Answer truthfully, the TSA worker informed her, and everything will be OK.
Solomon, 5-foot-3 and traveling alone, looked up at the man in the black shirt and fought back tears.
Put yourself in her place and count out 20 seconds. Her heart pounded. She started to sweat. She panicked at having to explain something she couldn’t.
Now picture her expression as the TSA employee started to smile.
Just kidding, he said. He waved the baggie. It was his.
Because of privacy reasons TSA spokesperson Ann Davis was unable to provide details of whether or not the agent was fired or left on his own, but he is reportedly no longer with the TSA.
To be perfectly honest, what comes to mind is checkpoints in the East Block in the 70’s and 80’s, where individuals were regularly harassed and imprisoned for violations they didn’t commit. This is the kind of stuff that goes on in China and Venezuela. It is not supposed to happen in America!
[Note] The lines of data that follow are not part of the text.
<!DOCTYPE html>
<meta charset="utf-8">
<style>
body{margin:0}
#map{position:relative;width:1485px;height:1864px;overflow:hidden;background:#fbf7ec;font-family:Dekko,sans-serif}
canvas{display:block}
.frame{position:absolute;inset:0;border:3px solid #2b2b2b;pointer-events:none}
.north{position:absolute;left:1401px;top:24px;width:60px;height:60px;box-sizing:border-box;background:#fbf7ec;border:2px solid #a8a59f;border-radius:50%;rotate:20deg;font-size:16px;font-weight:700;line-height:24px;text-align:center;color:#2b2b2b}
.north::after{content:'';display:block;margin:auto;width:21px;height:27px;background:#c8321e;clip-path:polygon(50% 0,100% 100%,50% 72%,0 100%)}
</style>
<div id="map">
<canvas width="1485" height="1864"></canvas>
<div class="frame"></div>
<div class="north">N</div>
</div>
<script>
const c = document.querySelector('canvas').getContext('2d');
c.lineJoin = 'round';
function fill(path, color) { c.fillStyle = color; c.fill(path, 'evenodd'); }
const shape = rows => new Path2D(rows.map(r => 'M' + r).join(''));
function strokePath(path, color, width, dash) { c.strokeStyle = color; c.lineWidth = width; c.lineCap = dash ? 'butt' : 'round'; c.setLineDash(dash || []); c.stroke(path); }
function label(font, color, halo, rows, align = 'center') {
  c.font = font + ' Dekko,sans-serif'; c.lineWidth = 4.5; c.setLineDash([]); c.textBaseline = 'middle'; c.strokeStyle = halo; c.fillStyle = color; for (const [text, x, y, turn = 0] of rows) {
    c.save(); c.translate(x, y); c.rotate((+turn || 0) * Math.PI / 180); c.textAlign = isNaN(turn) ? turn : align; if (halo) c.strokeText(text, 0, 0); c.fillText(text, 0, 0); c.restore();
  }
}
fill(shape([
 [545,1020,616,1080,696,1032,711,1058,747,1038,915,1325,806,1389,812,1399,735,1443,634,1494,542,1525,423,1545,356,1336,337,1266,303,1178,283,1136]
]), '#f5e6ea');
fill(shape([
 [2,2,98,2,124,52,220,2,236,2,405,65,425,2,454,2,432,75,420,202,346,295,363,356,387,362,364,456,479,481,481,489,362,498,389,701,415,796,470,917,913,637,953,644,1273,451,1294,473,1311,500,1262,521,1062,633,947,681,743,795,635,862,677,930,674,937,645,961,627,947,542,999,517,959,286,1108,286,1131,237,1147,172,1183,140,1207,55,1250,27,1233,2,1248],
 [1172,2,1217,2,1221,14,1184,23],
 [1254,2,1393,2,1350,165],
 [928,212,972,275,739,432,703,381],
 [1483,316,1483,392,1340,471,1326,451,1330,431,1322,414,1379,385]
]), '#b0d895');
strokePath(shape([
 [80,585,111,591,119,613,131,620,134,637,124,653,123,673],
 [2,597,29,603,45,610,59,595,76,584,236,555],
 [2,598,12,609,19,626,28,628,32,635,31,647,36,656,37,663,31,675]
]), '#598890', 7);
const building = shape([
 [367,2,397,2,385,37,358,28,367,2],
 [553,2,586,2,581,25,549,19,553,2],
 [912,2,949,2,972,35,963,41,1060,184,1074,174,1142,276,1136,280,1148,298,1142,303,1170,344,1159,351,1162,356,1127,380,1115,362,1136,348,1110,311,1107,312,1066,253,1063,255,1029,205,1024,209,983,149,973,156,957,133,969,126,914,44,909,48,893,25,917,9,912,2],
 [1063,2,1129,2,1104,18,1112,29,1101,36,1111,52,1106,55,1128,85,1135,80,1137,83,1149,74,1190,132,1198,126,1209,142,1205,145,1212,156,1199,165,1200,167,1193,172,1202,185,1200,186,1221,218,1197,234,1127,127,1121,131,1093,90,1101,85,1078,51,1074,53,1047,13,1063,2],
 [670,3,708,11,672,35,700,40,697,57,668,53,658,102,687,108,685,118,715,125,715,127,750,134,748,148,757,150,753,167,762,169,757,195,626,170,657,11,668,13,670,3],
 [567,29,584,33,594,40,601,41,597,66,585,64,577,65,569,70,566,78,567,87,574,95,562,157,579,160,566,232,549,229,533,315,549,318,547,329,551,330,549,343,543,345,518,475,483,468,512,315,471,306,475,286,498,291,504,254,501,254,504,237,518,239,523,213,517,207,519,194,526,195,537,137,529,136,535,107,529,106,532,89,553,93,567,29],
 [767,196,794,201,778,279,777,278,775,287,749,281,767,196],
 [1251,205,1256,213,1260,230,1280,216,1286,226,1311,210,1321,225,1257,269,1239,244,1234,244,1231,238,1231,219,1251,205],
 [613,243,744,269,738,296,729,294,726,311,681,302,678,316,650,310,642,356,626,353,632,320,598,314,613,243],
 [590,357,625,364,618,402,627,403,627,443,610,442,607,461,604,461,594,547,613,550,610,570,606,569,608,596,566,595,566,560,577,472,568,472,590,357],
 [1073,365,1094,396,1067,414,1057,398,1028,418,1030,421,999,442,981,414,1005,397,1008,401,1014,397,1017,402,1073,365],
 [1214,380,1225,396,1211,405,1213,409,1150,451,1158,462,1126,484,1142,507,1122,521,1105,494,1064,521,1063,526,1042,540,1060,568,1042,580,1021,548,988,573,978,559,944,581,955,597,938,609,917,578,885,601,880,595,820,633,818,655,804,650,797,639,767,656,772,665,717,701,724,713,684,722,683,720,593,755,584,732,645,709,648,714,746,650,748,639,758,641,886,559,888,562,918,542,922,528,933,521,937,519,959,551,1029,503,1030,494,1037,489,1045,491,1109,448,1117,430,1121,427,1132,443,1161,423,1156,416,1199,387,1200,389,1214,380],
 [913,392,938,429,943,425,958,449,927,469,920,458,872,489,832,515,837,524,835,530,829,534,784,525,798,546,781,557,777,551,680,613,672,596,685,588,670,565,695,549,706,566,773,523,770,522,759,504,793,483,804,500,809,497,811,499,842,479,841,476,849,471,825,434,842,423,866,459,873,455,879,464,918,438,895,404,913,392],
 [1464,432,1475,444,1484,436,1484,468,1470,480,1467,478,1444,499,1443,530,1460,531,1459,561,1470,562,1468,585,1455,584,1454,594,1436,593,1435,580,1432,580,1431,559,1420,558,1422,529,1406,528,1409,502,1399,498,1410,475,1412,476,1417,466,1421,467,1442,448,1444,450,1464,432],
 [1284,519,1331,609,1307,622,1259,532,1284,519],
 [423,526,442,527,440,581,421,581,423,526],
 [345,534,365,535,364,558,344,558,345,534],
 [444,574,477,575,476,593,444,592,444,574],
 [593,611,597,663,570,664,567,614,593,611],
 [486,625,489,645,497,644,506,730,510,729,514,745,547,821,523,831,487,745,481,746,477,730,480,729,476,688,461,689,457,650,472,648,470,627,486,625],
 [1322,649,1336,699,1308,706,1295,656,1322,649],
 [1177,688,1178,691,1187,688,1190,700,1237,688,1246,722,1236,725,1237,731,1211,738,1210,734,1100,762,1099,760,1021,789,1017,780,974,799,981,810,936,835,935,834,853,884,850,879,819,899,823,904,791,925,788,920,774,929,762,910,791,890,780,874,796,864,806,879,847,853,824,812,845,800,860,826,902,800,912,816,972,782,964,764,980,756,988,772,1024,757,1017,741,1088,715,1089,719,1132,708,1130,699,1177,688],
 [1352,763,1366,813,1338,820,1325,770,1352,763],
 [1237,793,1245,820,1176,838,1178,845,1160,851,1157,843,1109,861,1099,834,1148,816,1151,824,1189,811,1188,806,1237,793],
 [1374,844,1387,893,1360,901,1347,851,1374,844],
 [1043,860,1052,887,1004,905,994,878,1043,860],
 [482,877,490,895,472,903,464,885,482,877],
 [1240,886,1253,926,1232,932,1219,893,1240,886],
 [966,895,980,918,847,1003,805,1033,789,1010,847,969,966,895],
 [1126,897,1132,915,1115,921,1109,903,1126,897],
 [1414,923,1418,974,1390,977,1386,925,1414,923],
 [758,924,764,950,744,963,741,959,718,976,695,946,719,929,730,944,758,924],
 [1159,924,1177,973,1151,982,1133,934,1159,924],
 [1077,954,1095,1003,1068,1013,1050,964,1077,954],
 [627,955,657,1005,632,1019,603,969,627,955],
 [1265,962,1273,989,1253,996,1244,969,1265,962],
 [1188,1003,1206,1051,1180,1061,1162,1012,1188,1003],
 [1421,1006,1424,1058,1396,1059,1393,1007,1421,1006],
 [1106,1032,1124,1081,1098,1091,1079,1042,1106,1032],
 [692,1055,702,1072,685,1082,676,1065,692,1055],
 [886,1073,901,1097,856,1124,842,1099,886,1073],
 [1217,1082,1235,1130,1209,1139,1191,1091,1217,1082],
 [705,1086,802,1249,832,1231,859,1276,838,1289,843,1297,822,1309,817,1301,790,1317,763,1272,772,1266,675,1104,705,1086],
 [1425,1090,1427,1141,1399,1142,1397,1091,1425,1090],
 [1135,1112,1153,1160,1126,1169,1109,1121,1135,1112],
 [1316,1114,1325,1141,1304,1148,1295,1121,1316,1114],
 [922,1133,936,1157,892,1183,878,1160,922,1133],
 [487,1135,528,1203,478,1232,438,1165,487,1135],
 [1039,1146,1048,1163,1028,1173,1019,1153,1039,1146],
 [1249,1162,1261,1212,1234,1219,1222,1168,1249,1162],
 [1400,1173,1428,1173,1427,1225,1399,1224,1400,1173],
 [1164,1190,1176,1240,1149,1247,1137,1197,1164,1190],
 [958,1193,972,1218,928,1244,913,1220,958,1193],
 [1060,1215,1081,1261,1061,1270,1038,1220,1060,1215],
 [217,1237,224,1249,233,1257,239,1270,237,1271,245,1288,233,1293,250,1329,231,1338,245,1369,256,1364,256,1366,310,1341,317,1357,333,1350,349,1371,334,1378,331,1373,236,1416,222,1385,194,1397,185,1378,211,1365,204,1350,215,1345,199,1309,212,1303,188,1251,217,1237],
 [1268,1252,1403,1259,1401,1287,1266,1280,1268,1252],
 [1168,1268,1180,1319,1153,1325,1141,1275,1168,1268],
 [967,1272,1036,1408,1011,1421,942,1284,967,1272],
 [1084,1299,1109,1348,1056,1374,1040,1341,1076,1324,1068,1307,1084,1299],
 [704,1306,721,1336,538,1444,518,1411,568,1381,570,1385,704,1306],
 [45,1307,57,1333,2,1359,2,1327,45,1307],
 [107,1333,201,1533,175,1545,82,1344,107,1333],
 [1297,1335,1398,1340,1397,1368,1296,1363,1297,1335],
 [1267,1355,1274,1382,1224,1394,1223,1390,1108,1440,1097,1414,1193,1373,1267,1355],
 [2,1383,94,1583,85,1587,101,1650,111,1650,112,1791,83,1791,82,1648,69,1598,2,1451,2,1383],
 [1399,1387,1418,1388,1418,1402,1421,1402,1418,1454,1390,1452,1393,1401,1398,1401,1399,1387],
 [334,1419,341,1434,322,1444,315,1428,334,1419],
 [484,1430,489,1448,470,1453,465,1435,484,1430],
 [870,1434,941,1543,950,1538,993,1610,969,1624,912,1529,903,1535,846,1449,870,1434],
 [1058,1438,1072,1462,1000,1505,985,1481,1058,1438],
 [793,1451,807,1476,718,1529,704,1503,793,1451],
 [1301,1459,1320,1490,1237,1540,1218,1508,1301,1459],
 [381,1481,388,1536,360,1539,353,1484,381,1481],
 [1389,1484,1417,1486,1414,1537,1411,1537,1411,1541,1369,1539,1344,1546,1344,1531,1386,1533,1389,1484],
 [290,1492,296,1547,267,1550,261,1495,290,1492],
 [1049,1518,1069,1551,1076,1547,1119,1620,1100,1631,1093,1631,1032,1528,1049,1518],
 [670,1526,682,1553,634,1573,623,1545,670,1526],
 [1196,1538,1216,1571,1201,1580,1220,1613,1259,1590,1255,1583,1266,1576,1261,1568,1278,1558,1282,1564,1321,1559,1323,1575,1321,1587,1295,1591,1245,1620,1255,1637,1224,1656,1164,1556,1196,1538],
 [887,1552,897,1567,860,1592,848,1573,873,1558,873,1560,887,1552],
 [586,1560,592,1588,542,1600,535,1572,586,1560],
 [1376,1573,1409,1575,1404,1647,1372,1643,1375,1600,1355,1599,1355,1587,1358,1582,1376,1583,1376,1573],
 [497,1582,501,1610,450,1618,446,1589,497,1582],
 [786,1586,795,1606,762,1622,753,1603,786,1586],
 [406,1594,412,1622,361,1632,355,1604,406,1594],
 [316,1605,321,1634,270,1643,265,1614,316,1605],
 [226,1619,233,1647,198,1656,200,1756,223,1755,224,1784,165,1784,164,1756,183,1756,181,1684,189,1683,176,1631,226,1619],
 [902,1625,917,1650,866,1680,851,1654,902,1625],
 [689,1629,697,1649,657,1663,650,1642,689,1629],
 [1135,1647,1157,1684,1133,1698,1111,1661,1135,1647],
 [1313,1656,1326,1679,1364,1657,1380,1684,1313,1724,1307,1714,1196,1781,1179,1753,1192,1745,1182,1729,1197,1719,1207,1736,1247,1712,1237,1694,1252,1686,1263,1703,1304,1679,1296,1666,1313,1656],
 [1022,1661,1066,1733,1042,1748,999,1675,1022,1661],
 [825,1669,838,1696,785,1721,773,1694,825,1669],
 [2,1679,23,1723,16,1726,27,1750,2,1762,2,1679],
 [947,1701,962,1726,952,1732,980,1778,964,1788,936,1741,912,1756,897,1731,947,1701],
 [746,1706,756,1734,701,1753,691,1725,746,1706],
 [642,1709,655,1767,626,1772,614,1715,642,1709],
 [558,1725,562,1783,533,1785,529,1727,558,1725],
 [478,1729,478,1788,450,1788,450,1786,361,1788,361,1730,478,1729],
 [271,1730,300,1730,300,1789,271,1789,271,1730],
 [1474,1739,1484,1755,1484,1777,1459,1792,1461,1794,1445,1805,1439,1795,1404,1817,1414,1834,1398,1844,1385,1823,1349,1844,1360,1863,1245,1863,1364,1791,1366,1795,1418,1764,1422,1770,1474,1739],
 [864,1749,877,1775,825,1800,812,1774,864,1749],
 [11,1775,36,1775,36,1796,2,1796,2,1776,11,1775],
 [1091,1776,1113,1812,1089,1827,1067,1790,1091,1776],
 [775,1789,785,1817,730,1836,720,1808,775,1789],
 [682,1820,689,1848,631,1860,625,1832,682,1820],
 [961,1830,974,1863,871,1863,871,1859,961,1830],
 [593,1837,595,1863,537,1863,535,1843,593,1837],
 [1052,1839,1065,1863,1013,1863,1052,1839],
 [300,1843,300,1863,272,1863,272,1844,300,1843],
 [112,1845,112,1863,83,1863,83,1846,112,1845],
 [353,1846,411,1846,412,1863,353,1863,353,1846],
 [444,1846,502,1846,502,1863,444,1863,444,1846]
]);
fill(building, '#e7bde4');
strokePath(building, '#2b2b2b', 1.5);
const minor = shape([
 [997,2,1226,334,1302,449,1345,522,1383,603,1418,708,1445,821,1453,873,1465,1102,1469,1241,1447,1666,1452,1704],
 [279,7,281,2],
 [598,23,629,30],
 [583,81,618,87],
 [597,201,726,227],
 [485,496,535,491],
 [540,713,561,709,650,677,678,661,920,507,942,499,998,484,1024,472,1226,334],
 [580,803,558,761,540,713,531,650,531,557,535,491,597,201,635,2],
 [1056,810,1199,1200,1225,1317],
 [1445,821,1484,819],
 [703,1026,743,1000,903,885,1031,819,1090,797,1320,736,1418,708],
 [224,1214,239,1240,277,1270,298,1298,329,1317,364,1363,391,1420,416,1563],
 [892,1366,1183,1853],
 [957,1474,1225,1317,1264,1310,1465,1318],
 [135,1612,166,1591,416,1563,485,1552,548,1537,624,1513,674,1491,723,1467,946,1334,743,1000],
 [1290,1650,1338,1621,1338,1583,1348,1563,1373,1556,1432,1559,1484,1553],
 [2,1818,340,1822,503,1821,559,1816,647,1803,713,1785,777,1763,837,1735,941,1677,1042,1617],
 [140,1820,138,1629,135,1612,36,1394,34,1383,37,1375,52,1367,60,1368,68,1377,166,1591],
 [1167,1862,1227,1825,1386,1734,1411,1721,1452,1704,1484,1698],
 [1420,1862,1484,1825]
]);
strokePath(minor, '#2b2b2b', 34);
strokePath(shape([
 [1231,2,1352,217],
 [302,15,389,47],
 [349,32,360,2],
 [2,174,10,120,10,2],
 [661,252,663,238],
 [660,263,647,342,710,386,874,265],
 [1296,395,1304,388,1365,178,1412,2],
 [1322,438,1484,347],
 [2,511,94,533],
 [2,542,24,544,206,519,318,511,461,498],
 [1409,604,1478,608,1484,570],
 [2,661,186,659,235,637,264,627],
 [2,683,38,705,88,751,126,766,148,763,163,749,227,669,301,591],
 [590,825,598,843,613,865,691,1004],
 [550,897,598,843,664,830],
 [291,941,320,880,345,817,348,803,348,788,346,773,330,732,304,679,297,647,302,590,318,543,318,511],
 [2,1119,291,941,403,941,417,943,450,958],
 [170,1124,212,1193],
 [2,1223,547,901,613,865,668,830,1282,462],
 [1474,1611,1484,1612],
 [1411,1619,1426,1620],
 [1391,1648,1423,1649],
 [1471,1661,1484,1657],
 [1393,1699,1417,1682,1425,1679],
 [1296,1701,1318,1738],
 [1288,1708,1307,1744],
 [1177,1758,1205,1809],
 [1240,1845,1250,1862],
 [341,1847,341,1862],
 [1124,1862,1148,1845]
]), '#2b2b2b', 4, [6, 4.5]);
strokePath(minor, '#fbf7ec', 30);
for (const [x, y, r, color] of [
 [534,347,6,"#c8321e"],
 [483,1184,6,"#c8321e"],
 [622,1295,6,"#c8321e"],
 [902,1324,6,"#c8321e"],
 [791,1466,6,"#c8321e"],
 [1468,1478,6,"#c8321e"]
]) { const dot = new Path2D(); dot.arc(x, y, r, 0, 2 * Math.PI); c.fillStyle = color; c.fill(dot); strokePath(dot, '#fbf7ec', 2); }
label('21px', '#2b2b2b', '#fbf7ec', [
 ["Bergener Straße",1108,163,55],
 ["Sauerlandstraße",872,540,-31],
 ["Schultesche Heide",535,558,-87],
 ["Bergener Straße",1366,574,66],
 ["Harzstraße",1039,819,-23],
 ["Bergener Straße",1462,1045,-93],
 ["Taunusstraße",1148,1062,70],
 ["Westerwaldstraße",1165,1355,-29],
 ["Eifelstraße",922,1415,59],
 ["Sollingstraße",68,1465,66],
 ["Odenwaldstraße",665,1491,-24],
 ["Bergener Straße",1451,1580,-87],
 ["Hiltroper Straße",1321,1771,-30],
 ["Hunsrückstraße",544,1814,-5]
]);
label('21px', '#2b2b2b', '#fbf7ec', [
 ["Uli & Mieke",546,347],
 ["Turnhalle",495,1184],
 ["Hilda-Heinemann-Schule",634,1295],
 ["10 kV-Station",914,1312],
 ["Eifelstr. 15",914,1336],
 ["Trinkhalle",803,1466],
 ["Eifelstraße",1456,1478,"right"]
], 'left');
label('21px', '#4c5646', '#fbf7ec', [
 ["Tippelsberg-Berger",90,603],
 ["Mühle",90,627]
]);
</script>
Though I am not a supporter of having the government run security at private airports, as I believe private business could perform this job more effecively, if the government is going to be performing security checks, it is absolutely essential that the process is 100% transparent.
This means there should be full HD video and audio of all interactions at the security gates of America’s airports. When a TSA agent can plant a fake bag of coke, or force a woman to drink her own breast milk, or hold an individual in a locked room without legal representation while interrogating them for something that is not in any way a violation of the law, then red flags should be going up all over the country, and especially in Congress and the Oval office.
There must be checks and balances not just on elected officials, but all programs mandated by the federal government. In this case, that includes the TSA.
While I am not suggesting that the aforementioned incidents reflect on the entire Transportation Security Administration, they are indications of what happens when power hungry elements within the federal government get free reign on American citizens.
High definition video and audio will not only provide better security at airports and protect passengers and security personnel from potential terrorist threats, but will also protect passengers from employees and agents that cross the line.
If they’re going to force Americans to pose in their digital birthday suits when going through security, then I don’t think this is too much to ask.
The argument we can use to justify this is the very argument the Federal government has used against the American people when they implement surveillance mechanisms.
If you’re not doing anything wrong, then it shouldn’t be a problem, right?